Aquella ciudad, aquel río, el heroico cabo que cogió una granada de mano del fondo de una trinchera y se la devolvió al enemigo. Lo que ayudó a Weisz esa noche fue el automatismo del trabajo, tecleando las palabras de Ferrara, corrigiendo a medida que escribía. Luego, poco después de las diez, apareció Kolb.
– Hoy terminaremos pronto -anunció-. ¿Va todo bien?
– Estamos llegando al final -informó Ferrara-. Queda lo del campo de internamiento y se acabó. Supongo que no querrá que hablemos de mi estancia en París.
Kolb esbozó una sonrisa lobuna.
– No, eso lo dejaremos a la imaginación del lector. -Y a Weisz-: Usted y yo vamos a ir al decimosexto. Hay alguien en la ciudad que quiere conocerlo.
Por la forma de decirlo, Weisz supo que no tenía elección.
El apartamento se encontraba en Passy, el aristocrático corazón del très snob decimosexto distrito. Rojo y dorado, al estilo parisino, pesados cortinajes y tapicerías, boiseries, una pared llena de estanterías. Una habitación a oscuras, iluminada únicamente por una lámpara oriental. La portera había anunciado su llegada por teléfono desde abajo, de modo que, cuando Kolb abrió el ascensor, el señor Brown los estaba esperando a la puerta.
– Hombre, me alegro de que haya venido.
Un recibimiento alegre y un señor Brown bastante distinto. Ya no era el caballero afable y de aspecto desaliñado con la pipa y el chaleco. En su lugar lucía un traje nuevo y caro en un tono azul marino. Cuando Weisz le dio la mano y entró en el apartamento supo por qué.

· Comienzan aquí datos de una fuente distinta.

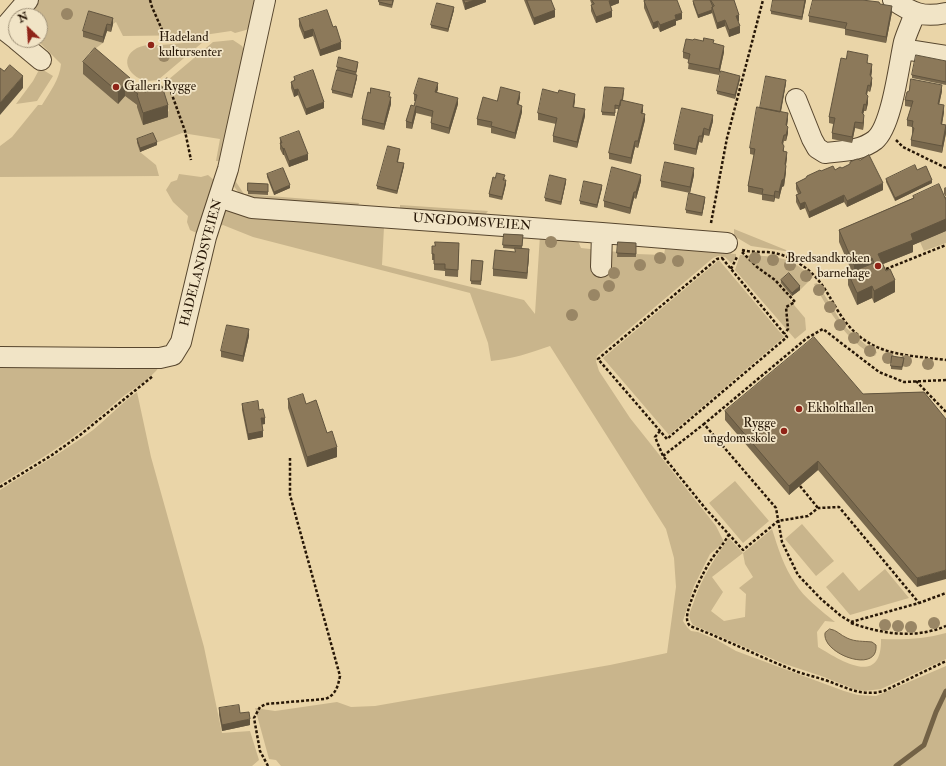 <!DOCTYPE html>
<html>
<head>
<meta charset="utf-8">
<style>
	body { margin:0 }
	#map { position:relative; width:946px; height:766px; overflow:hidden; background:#ead5a8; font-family:"IM FELL Double Pica",serif }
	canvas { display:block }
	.north { position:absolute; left:8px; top:8px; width:40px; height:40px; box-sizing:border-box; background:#f1e4c6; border:1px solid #a09279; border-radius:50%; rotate:335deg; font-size:11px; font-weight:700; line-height:16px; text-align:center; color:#261606 }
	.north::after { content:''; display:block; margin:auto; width:14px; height:18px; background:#8f2418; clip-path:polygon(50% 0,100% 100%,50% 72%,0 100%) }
</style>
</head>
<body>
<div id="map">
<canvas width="946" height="766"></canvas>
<div class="north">N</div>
</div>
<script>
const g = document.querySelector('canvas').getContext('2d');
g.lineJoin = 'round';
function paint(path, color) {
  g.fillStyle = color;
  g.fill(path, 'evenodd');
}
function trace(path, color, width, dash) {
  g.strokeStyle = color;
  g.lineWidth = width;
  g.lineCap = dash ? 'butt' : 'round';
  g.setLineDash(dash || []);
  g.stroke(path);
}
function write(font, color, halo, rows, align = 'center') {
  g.font = font + ' "IM FELL Double Pica",serif';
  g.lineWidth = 3.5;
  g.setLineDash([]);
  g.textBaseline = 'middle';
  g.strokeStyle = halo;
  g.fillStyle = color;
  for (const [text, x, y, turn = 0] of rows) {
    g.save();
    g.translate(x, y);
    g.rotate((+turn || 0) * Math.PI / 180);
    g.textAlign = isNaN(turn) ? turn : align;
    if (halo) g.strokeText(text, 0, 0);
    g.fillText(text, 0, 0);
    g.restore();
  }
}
paint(new Path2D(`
	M34,0H258L252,26L246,30L235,33L231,31L204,35L123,36L116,22L113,24L89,17L83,37L103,43L88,54L95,60L118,104L125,96L138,106L167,112L169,111L165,98L163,84L168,80L213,42L233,40L242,46L245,52L223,155L219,161H216L220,139L182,133L156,143H137L140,152L156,165L159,176L0,177V146L12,137L38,105H42C49,93 60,79 61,64L37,40H40V16H22Z
	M195,42H203L158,80C155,80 152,81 149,81C131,80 117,59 137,48C145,44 153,46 161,45C173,44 184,43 195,42Z
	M40,68L53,76L37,101L16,104L33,81Z
	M243,149L236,182L244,194L359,203L358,206L244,199L232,184Z
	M179,174L201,177L208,175L215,181L199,234L190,230L187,222L188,216L173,202L166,190L171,182L177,180Z
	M400,205L488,211L485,215L400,209Z
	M225,209L329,224L384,227L382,265L524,300L535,314L540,235L578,241L581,248L618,252V257H635L636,254L664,255L665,249L736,254V258L731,263L725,257L718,256L713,258L597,356L596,361L599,371L630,418L716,526L724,542L710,554L694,586L683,621L687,627L691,631L698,632L717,640L736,651L844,691L858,695L876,696L946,666V766H281L276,760L269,759L255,708L275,711L337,702L351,707L375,706L610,665L667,653L676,587L674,558L666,529L550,346C530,353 512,359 491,361L488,343L470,293L253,237L223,225L214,228Z
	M734,229L791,252L751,246L734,236Z
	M946,231V243L924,251L920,242Z
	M740,255C756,256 772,255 787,260C797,264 805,271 813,277L800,290L789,276L792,296L789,299L805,318L806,330L795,339L735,270Z
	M719,260L784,337L669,435L603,358Z
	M817,283L844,326L866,345L877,352L875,356C846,341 830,312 814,284Z
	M0,362L160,366C150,380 133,388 120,399C111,406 103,414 94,421C65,444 33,464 0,484Z
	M137,392L151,457L204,647L222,733L250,731L259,760L252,766H0V490C31,470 63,452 93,430C108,418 121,403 137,392Z
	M735,481L769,521L743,543L709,503Z
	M802,524L834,561L816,576L785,539Z
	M772,529C778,548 784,567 795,583C804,598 822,611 835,622L825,621L817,632L818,647C840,660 882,688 881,639C903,640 925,639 946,633V659L881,689L865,691L854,689L824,677L782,663L693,625C692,623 690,621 690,619C688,615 691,609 693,604C702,577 713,561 729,538L743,553ZM743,553L745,564L753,577L739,588L746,594L745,617L724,621L711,611L723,592L712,577Z
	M885,569L909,598L850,615L826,587L843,572L859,591Z`), '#c9b58c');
const water = new Path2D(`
	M830,629C837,630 840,635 847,638C855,642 864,641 872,642L876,645C879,675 821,654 825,633Z`);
paint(water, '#a79471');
trace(water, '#736246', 1);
trace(new Path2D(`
	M896,766L924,745L936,712L946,691`), '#736246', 5);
const minor = new Path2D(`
	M893,0C912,13 923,18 946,13
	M16,39L3,29L28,0
	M17,40L41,60
	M903,49L946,56
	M796,99L812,139L817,148L825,153C842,151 861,151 875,140C892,126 899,64 904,42C907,32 912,22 915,13
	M219,197L252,208L602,233L727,243
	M601,267L602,233
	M0,357L120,358H160L173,355L181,342L206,237L228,169L265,0`);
trace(minor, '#57462e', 22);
trace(new Path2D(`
	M150,0L152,7L167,41
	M166,78L185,131L191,160
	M896,140L903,147L946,168
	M711,223L727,138L763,0
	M742,250C753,253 764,251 775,253C784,255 793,259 800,264C820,277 826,291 838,311C866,356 899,354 946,360
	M742,252L757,267L775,280L795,302L786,307L788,329L784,334
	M722,258L787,337L667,439L598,359L717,259Z
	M731,269L737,257
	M886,269L946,245
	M946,380L904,382L879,372L823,329L807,338L704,424L776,508L782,542L798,575L821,599L841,616L851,622L919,603L946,593
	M916,381L946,412
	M660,431L655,437L663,456L705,508L743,550L778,521L808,516L818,508L839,507L919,603
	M663,456L704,424
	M800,486L818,508
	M0,487L52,455L80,435L153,376
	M729,534C724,544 717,551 711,560C703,572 687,605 687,618C687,621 688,624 690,626C727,640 762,658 798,672C807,675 816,677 825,680C846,687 860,697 884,691L946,661
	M851,623C882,634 915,639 946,626
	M268,766L260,751L254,718L260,707L266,704L325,699C336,695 338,686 340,676L290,495V458`), '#261606', 2.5, [3, 2]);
trace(minor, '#f1e4c6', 20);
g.fillStyle = '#998665';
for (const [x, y] of [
	[67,14],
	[164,56],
	[551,242],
	[660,258],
	[755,258],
	[773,260],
	[678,261],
	[640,265],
	[790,265],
	[614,273],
	[806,276],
	[609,286],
	[819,290],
	[594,295],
	[830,307],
	[572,315],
	[840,325],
	[854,338],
	[870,351],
	[888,358],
	[906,361],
	[928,364],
	[934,623],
	[885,625],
	[898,626],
	[911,627]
]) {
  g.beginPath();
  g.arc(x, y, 6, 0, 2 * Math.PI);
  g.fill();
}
paint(new Path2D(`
	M394,0L392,8L379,5V2Z
	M462,0H486V2L465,10Z
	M524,0H551L555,17L534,25Z
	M590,0H619V3L611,6L612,17L596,23L591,11V5H592Z
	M694,0H734L739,21L738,22L740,33L729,37L725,26L717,29L712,13L698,18L693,4V1Z
	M806,0L802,20L771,14V11Z
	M644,1L682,19L676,21V25L660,32L658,27L653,29L644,8Z
	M880,4L892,12L886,43L845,35V29L809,22V16Z
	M454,10L448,32L431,28V25Z
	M113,18V24L111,32L107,31L103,43L83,37V31Z
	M299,19L341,49L320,56L313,36L304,39L299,26Z
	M693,40L724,52L719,75L688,69L689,60L683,58V52Z
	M946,61V85L912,78V75Z
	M83,62L130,80L168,117L143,125L137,107V105L125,96L118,104L83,74Z
	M868,62V63L872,71L871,77L872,84L870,92L868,91L867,95L868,103L866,111H864L863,114L864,121L863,130L855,128L852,143L832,139V133L833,124L829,123V117Z
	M358,65L356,75L357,78L352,98L332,93V90L337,71V67Z
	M294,77L324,108L306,115L298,95L294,97L291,88V82L294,81Z
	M740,79L735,99L717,94V91Z
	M786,83L781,112L788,119L787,126L788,133L786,141H784L783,145L784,151L787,158L786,165V172L784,186L782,187L779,199L775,198L774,202L762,200V195L748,192V186L754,155L750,154V148L760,108Z
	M438,89L437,92L458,104L449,134L431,129V123L432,117L416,113L412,129L406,128V121L414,106L416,101H414V94Z
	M942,91L939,104L944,112L942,124L946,125V133L942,153L911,146V140L913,134L912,133V127L907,126V120L911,107L905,106V100Z
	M624,92L623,100L643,111L642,113L645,120L638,148L635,147L631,164L609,159V153L619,109H615V116L602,115V112Z
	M390,97L391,104L384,130L362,125V119Z
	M520,98L518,105L522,112L515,139L491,133V128L477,125V119L497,101Z
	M575,100L574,107L585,116L577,148L553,142V136L556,124L538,120V113Z
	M713,121L709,136L704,135L702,143L699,142L696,155L674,150V144Z
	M280,138L308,160L289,167L284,155H283L280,149Z
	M137,139L157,145L140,152L137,143Z
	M400,152L398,162L404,166L397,194L377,189V186Z
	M850,162L883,190L847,207L844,202L809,218L805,208L800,210L796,202V195L798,194L796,189V183L821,171L835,170L842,168L850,165Z
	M917,170L932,183L895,201L886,182V179Z
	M267,174L290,188L274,195L267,177Z
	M694,175L690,193L661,187V181Z
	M495,178H505L504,180L506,184L502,200L489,197V194Z
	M641,181L636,199L634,198L630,214L604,207V201Z
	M566,182L561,205L545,201V198Z
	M248,183L268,184V195L248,194Z
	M946,187V231L913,245V252L883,264L895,292L874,303L872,298L857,305L848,285V273L852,272L839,242V230L913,198V196L946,197L944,194V188Z
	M602,188L597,208L580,204V201Z
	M705,200L702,216L686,213V210Z
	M504,234L523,235L522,249L529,256L527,279L493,276V269L515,252V249L503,248Z
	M618,242L636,243V257H617Z
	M459,249L458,277L445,276V271L434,270V260H432V254Z
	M472,260L483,261L481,285L471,284Z
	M781,280L800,290L792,296L781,283Z
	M249,336L243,362L221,357V351Z
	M904,361L902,370L891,369V366Z
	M924,392L917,587L818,470L789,495L725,420V411L863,394Z
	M288,399L306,404L327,433L337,457L307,467L288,408Z
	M242,404L259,410L265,424H262L263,437L248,440L242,410Z
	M219,708L240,713L250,725L222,731L219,715Z`), '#78684d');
paint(new Path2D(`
	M475,0H486V2L465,10V3Z
	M611,0H619V3L609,7V1Z
	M805,0H806L802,20V17Z
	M892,6V12L886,43V37Z
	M454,7V10L448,32V29Z
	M555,10V17L534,25V18Z
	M712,10V13L698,18V15Z
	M612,11V17L596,23V17Z
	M682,13V19L676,21V25L660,32V25L675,15Z
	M739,15V21L736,22V16Z
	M113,18V24L111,32V25Z
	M725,20V26L717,29V23Z
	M658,21V27L653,29V23Z
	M107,24V31L103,43V37Z
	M740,26V33L729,37V30Z
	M313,29V36L304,39V32Z
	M341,42V49L320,56V50Z
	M724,46V52L719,75V69Z
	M872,64V71L870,82V75Z
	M357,75V78L352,98V95Z
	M23,76V88L0,115V103Z
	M740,76V79L735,99V95Z
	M872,78V84L870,92V86Z
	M786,80V83L780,115V112Z
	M438,83V89L435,98V92Z
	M125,84V96L118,104V92Z
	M942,85V91L938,110V104Z
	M298,89V95L294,97V90Z
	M520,92V98L517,110V104Z
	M575,94V100L573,113V107Z
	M868,96V103L866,111V105Z
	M391,97V104L384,130V124Z
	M458,98V104L449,134V128Z
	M324,102V108L306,115V109Z
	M864,104V111L862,119V113Z
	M168,105V117L143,125V113Z
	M643,105V111L641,119V113Z
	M944,105V112L941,130V124Z
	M416,106V113L412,129V123Z
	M522,106V112L515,139V133Z
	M585,109V116L577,148V142Z
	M788,113V119L786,131V125Z
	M645,114V120L638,148V141Z
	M713,115V121L709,136V130Z
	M864,115V121L863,130V123Z
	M855,122V128L852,143V137Z
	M788,127V133L786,141V135Z
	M946,127V133L942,153V146Z
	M704,128V135L702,143V136Z
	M699,136V142L696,155V149Z
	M635,141V147L631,164V158Z
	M157,142V145L140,152V148Z
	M284,148V155H283V149Z
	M787,152V158L785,170V164Z
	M308,154V160L289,167V161Z
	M404,163V166L397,194V191Z
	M786,166V172L784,186L782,187L779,199V192L782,180Z
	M694,168V175L690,193V187Z
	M641,175V181L636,199V192Z
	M566,179V182L561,205V202Z
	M506,180V184L502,200V197Z
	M932,180V183L895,201V198Z
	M883,183V190L847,207V201Z
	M290,185V188L274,195V192Z
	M602,185V188L597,208V205Z
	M775,191V198L774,202V196Z
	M634,192V198L630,214V208Z
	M844,195V202L809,218V212Z
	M705,197V200L702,216V213Z
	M805,202V208L800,210V204Z
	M946,219V231L913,245V252L878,266V254L911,234Z
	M529,249V256L527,279V273Z
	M872,258V270L854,277V265Z
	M895,280V292L874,303V291Z
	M800,286V290L792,296V293Z
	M872,286V298L857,305V293Z
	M249,329V336L243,362V356Z
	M261,418H265V424L261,425Z
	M263,431V437L248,440V434Z
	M337,447V457L307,467V457Z
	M818,461V470L789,495V486Z
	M946,570V579L917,587V578Z
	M250,719V725L222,731V725Z`), '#62553f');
const building = new Path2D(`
	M379,0H393L392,5L379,2Z
	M464,0H475L465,3Z
	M527,0H551L555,10L534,18Z
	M592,0H611L609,1L612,11L596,17L591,5L594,4Z
	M648,0H677L682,13L675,15L676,19L660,25L658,21L653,23L644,1Z
	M694,0H710L713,7H712V10L698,15L693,1Z
	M711,0H734L739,15L736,16L740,26L729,30L725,20L717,23L712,7L714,6Z
	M773,0H805L802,17L771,11Z
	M813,0H862L879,2L880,4L892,6L886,37L845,29L847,23L809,16Z
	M437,3L454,7L448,29L431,25Z
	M327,10L333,27L336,26L341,42L320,50L313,29L304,32L299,19Z
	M89,11L113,18L111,25L107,24L103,37L83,31Z
	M704,38L714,40L713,43L724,46L719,69L688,63L690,54L683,52L686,39L693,40L694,39L703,41Z
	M95,48L130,78L129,79L145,92L162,86L168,105L143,113L137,95L138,94L125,84L118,92L83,62Z
	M848,51L868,55L867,63L872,64L870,75L872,78L870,86L868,85L866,94L868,96L866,105L864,104L862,113L864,115L863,123L855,122L852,137L832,133L835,118L829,117L841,58L846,59Z
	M916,55L946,61V82L912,75Z
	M339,57L358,62L356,72L337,67Z
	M10,65L23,76L0,103V68L4,71Z
	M313,70L324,102L306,109L298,89L294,90L291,82L295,80L294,77Z
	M337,70L357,75L352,95L332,90Z
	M721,71L740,76L735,95L717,91Z
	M766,76L786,80L780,112L760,108Z
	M419,78L438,83L435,92L458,98L449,128L431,123L433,111L416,106L412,123L406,121L411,105L414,106L417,95L414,94Z
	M911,79L942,85L938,104L944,105L941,124L946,125L942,146L911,140L914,128L912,127L913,121L907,120L913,101L905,100L907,92L909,91Z
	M501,87L520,92L517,104L522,106L515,133L491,126L492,122L477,119L483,97L497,101Z
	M605,87L624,88L622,100H621L620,106L615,105V113L602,112Z
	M371,88L390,92L389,97H391L384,124L362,119L368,92L370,93Z
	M543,89L558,93L559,90L575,94L573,107L585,109L577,142L553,136L557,118L538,113Z
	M621,100L643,105L641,113L645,114L638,141H635L631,158L609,153Z
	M757,107L788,113L786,125L788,127L786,135H784L782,143L784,146L783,151L787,152L785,164L786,166L784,179L782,180L779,192L775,191L774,196L762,194L763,189L748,186L755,149L750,148Z
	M682,108L713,115L709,130L704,128L702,136H699L696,149L674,144Z
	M299,131L308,154L289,161L284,148L283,149L280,143H282L280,138Z
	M153,133L157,142L140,148L137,139Z
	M388,146L400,149L397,162L404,163L397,191L377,186Z
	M869,155L883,183L847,201L844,195L809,212L805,202L800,204L796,195L801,193L796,183L806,178L807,176L820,170L821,171L833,166L835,170L840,167L842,168L850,164V162L857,159L860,160Z
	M665,162L694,168L690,187L661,181Z
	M915,165L917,170L926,166L932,180L895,198L886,179Z
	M612,167L641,175L636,192H634L630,208L604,201Z
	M283,168L290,185L274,192L267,174Z
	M497,173L505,175L503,180H506L502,197L489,194L493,177L495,178Z
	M550,175L566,179L561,202L545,198Z
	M584,181L602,185L597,205L580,201Z
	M248,183L268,184V192L248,191Z
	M939,184L946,200V219L911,234L913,240L878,254L886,271L890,269L895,280L874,291L872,286L857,293L848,273L874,263L872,258L854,265L839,230L914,198L913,196Z
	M689,193L705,197L702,213L686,210Z
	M504,234L523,235L522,246L503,245Z
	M435,242L459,243L458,270L445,269V264H434V254H432V246H435Z
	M618,242L636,243V254L617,253Z
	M515,248L529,249L527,273L493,269L495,250L515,252Z
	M472,260L483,261L481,281H471Z
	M789,273L800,286L792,293L781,280Z
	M227,325L249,329L243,356L221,351Z
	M814,337L863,394L924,392L946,419V570L917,578L818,461L789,486L725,411Z
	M892,356L904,358L902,367L891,366Z
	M303,394L306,404L316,400L327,433L332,431L337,447L307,457L288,399Z
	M258,401L259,410L263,409L265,418H261L263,431L248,434L242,404Z
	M239,705L240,713L249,712L250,719L222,725L219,708Z`);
paint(building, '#8c795a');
trace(building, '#62553f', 1);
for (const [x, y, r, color] of [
	[151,45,4,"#8f2418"],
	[116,87,4,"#8f2418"],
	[878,266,4,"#8f2418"],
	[799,409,4,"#8f2418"],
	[784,431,4,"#8f2418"]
]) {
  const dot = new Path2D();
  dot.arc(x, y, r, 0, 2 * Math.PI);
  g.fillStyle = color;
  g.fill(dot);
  trace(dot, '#f1e4c6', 1.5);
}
write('13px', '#261606', '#f1e4c6', [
	["Hadeland",159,38],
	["kultursenter",159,53],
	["Galleri Rygge",124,87],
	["Bredsandkroken",870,259,"right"],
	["barnehage",870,274,"right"],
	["Ekholthallen",807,409],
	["Rygge",776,424,"right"],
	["ungdomsskole",776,439,"right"]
], 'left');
write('13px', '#261606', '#f1e4c6', [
	["UNGDOMSVEIEN",472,223,4],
	["HADELANDSVEIEN",202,263,-75]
]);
</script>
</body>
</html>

– Éste es el señor Lane -dijo Kolb.
Un hombre alto y delgado surgió de un sofá bajo, estrechó la mano de Weisz y dijo:
– Señor Weisz, encantado de conocerlo. -Camisa blanca almidonada, corbata sobria, traje de exquisita confección… la resplandeciente clase alta británica, con el cabello del color del acero y una media sonrisa muy profesional. Los ojos, en cambio, hundidos y surcados de profundas líneas, unos ojos preocupados, rayanos en la inquietud, que casi contradecían los demás signos de su estatus-. Venga, siéntese -le sugirió a Weisz, señalando el otro extremo del sofá. Y acto seguido-: ¿Brown? ¿Puede traernos un whisky, tal cual?
Aquello significaba cinco centímetros del líquido ambarino en un vaso de cristal. Lane dijo:
– Hablaremos después, Brown. -Kolb ya se había esfumado, y ahora fue el aludido quien se fue a otra habitación del apartamento-. Así que usted es nuestro escritor -le dijo a Weisz, la voz baja y melosa.
– Sí -afirmó Weisz.
– Muy buen trabajo, señor Weisz. Pensamos que Soldado de la libertad debería venderse bien. Me da la impresión de que ha puesto mucho entusiasmo en el proyecto.
– Es cierto -aseguró Weisz.
– Una lástima lo de su país. No creo que sea feliz con sus nuevos amigos, pero es inevitable, ¿no? Al menos usted lo ha intentado.
– ¿Se refiere al Liberazione?
– Así es. He visto los números atrasados y es, con mucho, el mejor de su categoría. Deja a un lado la política, gracias a Dios, y se centra en la vida. Y su dibujante es deliciosamente desagradable. ¿Quién es?
– Un emigrado, trabaja para Le Journal. -Weisz no le dijo el nombre, y Lane tampoco insistió.
– En fin, esperamos ver muchos números más.
– ¿Ah, sí?
– Sí. Auguramos un futuro brillante al Liberazione.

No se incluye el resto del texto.